Fangming Dong
2026
When Safety Alignment Fails to Generalize: Probing with Language Game Jailbreaks
Zewen Long | Yu Peng | Fangming Dong | Congyi Li | Xingmao Guan | Shu Wu | Kai Chen
Findings of the Association for Computational Linguistics: ACL 2026
Zewen Long | Yu Peng | Fangming Dong | Congyi Li | Xingmao Guan | Shu Wu | Kai Chen
Findings of the Association for Computational Linguistics: ACL 2026
Large language models (LLMs) are widely deployed in real-world applications, yet their safety alignment often fails to generalize beyond the specific linguistic formats seen during training. Prior work has shown that mismatched generalization can lead to alignment failures, but these studies typically rely on fixed or narrow transformation schemes. In this work, we probe safety alignment generalization using language game jailbreaks, a class of linguistically structured transformations that alter surface form while preserving fluency and semantic recoverability.
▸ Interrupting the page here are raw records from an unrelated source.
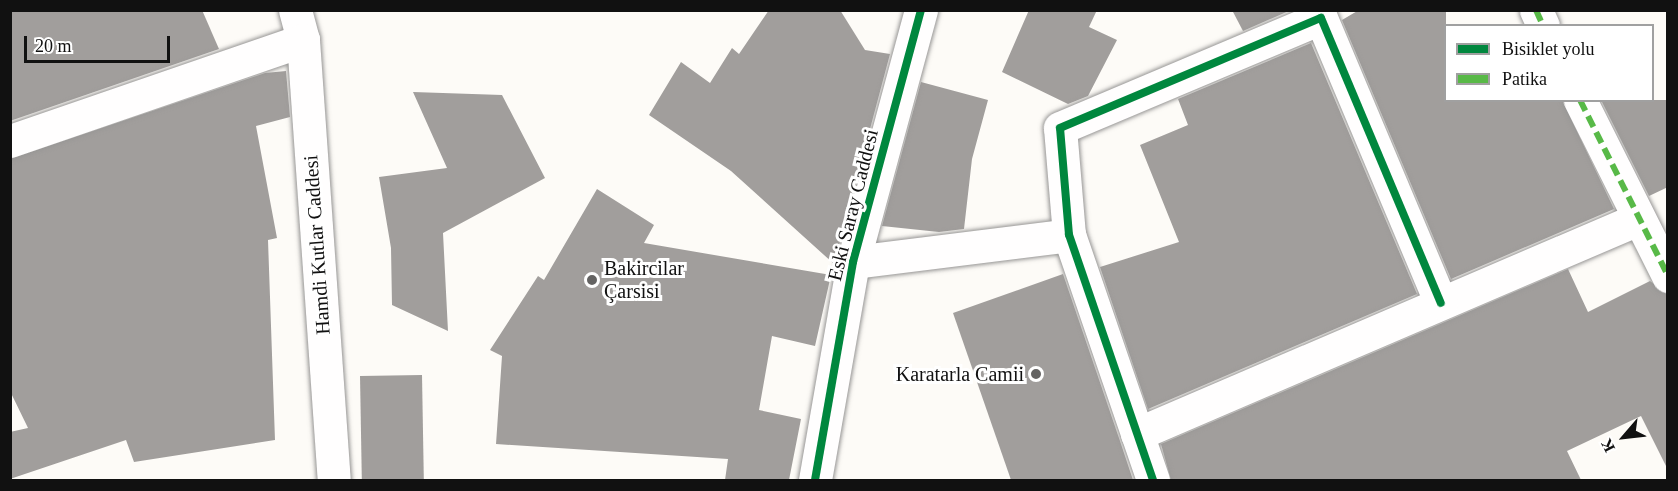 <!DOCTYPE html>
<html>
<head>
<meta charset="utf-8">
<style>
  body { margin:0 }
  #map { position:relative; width:1678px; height:491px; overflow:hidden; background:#fdfbf7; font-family:"Times New Roman",serif }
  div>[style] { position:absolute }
  .building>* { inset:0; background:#a19e9c; transform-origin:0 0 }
  .roads { filter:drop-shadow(0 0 2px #979695) drop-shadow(0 0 2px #979695) }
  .pedestrian>* { height:33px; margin:-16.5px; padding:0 16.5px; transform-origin:16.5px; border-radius:16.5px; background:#fffefe }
  .minor>* { height:33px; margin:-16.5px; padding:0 16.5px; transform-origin:16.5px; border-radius:16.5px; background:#fffefe }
  .tertiary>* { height:33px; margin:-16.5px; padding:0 16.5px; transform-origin:16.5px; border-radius:16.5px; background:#fffefe }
  .quiet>* { height:6px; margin-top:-3px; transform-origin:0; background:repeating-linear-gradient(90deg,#58b947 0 12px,transparent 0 18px) }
  .cycleway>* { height:8px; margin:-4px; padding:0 4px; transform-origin:4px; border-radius:4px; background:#00873e }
  .dots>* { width:16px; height:16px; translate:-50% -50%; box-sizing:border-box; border:3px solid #fff; border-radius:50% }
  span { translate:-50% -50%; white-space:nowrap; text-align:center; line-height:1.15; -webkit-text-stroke:6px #fff; paint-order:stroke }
  .street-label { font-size:20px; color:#111 }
  .poi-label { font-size:20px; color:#111 }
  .left { translate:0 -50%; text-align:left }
  .right { translate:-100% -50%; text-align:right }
  .frame { position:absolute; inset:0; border:12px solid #111; pointer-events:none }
  .legend { position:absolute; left:1444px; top:24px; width:210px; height:78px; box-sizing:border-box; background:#fff; border:2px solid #a0a0a0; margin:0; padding:8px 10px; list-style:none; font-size:18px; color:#111 }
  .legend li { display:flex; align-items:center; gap:12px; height:30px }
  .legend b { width:30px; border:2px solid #a0a0a0 }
  .north { position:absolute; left:1594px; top:407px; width:60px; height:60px; -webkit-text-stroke:4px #fff; paint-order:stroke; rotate:242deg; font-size:16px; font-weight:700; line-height:24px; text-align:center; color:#111 }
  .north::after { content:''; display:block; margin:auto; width:21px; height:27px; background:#111; clip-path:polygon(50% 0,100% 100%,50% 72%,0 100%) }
  .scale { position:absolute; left:24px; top:36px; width:146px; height:27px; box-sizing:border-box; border:3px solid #111; border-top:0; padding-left:8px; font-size:18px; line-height:21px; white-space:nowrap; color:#111; -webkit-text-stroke:4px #fff; paint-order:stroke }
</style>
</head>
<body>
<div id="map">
  <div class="building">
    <div style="clip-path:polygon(10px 10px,202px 10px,219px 49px,10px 121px)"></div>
    <div style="clip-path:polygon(769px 10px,840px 10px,865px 50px,890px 54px,834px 264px,731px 171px,649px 115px,681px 62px,710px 83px,732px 48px,739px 54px)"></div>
    <div style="clip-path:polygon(1029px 10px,1097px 10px,1089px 27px,1117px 40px,1088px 96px,1068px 104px,1002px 72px)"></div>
    <div style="clip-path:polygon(1232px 10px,1291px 10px,1243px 31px)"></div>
    <div style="clip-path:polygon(1359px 10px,1446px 10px,1446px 100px,1562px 100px,1614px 209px,1451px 279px,1342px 20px)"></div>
    <div style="clip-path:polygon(1311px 43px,1417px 294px,1148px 409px,1100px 267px,1179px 242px,1140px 145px,1188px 125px,1178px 99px)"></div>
    <div style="clip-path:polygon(286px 71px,290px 117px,256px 126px,277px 238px,268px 240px,275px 440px,134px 462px,126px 440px,10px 479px,10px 432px,28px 428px,10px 391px,10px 159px,265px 73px)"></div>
    <div style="clip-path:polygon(921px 82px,988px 100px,972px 159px,964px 229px,939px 232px,882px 226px)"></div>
    <div style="clip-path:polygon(413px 92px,502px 95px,545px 178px,443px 233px,448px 331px,392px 305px,391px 248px,379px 177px,447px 168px)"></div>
    <div style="clip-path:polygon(1601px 100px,1668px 100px,1668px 187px,1649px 196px)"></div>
    <div style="clip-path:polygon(597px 189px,654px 225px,644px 243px,831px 275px,815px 346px,772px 336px,759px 410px,801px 419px,789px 480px,725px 480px,728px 459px,496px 444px,502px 356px,490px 350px,538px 276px,544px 280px)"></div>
    <div style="clip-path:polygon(1568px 269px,1588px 312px,1650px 281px,1668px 295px,1668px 470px,1641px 416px,1567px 451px,1581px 480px,1171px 480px,1161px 444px)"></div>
    <div style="clip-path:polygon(1063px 274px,1120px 441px,1133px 480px,1011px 480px,953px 313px)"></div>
    <div style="left:422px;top:375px;width:105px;height:62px;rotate:89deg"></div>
  </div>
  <div class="roads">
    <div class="pedestrian">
      <div style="left:1536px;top:10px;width:17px;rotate:66deg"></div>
      <div style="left:1580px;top:100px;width:197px;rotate:63.4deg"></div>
    </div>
    <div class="minor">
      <div style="left:10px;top:141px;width:310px;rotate:-19deg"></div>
      <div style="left:853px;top:262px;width:218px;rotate:-7.1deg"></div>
      <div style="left:1137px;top:434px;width:545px;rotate:-23.23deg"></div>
      <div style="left:1153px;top:480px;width:259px;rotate:-108.9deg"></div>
      <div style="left:1069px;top:235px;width:107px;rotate:-94.8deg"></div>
      <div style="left:1060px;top:128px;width:283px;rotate:-22.9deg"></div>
      <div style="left:1321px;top:18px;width:309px;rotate:67.2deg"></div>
    </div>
    <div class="tertiary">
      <div style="left:295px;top:10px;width:31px;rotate:75deg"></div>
      <div style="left:303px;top:40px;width:441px;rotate:86deg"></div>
      <div style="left:815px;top:480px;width:221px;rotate:-80.1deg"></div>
      <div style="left:853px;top:262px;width:261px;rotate:-74.9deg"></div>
    </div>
  </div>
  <div class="quiet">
    <div style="left:1536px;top:10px;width:17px;rotate:66deg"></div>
    <div style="left:1580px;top:100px;width:197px;rotate:63.4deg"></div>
  </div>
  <div class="cycleway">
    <div style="left:815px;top:480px;width:221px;rotate:-80.1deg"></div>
    <div style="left:853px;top:262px;width:261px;rotate:-74.9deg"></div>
    <div style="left:1153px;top:480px;width:259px;rotate:-108.9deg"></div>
    <div style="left:1069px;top:235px;width:107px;rotate:-94.8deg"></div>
    <div style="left:1060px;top:128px;width:283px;rotate:-22.9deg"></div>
    <div style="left:1321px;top:18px;width:309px;rotate:67.2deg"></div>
  </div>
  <div class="dots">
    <div style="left:592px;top:280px;background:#646362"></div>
    <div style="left:1036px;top:374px;background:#646362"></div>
  </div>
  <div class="street-label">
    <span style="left:853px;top:205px;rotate:-76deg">Eski Saray Caddesi</span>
    <span style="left:317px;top:245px;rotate:-94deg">Hamdi Kutlar Caddesi</span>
  </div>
  <div class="poi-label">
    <span class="left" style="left:604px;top:280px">Bakircilar<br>Çarsisi</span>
    <span class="right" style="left:1024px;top:374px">Karatarla Camii</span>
  </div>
  <div class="frame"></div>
  <ul class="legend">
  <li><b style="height:8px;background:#00873e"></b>Bisiklet yolu</li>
  <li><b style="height:8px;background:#58b947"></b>Patika</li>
  </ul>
  <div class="north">K</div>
  <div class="scale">20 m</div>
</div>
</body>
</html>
We further introduce custom language games, which parameterize and vary transformation rules, enabling controlled exploration of alignment behavior across closely related linguistic variants. To scale this analysis, we propose AutoLanJail, an automated framework for discovering and refining language game-based jailbreaks. Experiments across open-source and closed-source LLMs show that safety fine-tuning is highly format-specific: defenses trained on one linguistic form fail to generalize to even minimal variations. These findings reveal a structural limitation of current fine-tuning-based alignment methods and highlight the need for safety evaluations that account for systematic linguistic variation.